What the exercise asks —
Below are records; give the number of their lines that hold the word "image", and write nothing more.
━━━━━ Material to process
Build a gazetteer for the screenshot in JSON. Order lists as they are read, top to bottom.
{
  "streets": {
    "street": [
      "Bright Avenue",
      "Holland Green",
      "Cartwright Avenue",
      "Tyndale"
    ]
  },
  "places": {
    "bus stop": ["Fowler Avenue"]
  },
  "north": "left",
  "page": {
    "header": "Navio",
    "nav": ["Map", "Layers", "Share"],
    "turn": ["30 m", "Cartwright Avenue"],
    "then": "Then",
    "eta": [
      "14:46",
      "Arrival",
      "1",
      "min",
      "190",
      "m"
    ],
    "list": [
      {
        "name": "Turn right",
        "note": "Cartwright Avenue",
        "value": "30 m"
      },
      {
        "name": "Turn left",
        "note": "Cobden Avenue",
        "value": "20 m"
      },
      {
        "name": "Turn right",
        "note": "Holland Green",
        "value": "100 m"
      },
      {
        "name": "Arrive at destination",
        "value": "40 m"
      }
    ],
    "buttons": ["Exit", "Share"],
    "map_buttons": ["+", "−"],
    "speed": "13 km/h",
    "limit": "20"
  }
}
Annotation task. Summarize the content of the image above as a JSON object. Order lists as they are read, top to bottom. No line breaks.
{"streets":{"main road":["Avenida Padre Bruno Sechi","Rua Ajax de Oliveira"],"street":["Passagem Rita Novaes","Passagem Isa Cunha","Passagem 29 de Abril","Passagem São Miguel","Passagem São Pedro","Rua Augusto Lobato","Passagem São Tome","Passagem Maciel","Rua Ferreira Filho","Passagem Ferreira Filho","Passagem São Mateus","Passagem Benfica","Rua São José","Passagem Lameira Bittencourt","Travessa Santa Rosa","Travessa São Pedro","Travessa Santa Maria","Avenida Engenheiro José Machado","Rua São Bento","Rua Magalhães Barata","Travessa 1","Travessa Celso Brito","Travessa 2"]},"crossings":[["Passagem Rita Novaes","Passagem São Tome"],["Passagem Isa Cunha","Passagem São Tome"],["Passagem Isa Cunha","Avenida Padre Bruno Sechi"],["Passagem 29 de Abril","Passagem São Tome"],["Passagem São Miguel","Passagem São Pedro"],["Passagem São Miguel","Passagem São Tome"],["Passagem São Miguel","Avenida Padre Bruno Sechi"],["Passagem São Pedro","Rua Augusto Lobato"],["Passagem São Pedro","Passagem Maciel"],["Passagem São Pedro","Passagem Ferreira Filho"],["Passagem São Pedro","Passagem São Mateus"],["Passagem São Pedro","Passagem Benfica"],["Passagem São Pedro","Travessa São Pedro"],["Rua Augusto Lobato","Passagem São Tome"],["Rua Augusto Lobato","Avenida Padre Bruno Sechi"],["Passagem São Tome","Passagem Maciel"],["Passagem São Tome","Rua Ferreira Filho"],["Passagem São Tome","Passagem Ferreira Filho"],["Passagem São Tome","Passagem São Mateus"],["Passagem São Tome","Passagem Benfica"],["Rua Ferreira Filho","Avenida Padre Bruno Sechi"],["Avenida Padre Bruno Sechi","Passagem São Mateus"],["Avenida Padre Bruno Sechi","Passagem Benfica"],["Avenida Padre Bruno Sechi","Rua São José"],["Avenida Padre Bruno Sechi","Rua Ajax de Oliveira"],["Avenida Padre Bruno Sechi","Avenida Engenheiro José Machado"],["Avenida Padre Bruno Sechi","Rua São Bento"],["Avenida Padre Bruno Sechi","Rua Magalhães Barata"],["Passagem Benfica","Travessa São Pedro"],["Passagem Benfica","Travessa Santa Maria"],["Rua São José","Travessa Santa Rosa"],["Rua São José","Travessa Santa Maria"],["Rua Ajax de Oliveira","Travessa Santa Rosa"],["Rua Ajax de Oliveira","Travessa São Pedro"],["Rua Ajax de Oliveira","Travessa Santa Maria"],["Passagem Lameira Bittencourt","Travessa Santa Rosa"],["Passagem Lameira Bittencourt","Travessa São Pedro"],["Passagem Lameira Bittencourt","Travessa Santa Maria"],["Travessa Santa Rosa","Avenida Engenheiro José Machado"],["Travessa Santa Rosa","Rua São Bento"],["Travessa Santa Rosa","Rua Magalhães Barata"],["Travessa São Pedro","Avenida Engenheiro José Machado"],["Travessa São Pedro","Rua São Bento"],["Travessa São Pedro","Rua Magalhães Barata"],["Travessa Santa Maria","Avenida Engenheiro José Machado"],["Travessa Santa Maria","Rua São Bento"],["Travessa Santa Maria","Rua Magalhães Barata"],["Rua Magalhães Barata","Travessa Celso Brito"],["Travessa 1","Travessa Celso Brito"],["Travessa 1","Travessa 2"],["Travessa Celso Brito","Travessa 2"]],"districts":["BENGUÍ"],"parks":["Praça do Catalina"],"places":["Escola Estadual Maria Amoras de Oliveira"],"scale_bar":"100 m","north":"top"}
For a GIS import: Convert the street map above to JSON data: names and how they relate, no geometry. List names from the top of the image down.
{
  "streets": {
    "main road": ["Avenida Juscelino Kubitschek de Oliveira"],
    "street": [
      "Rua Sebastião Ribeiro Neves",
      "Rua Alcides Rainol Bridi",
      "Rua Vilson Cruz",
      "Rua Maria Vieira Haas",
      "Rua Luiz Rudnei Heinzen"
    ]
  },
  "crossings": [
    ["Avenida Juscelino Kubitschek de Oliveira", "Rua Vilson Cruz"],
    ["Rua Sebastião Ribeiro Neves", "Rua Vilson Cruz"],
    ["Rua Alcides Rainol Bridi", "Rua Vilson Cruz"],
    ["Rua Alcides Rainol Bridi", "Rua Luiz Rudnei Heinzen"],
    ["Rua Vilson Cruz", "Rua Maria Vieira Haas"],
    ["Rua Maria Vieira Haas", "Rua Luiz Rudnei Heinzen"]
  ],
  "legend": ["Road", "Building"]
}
━━━━━━━━━━
Solution to the exercise —
2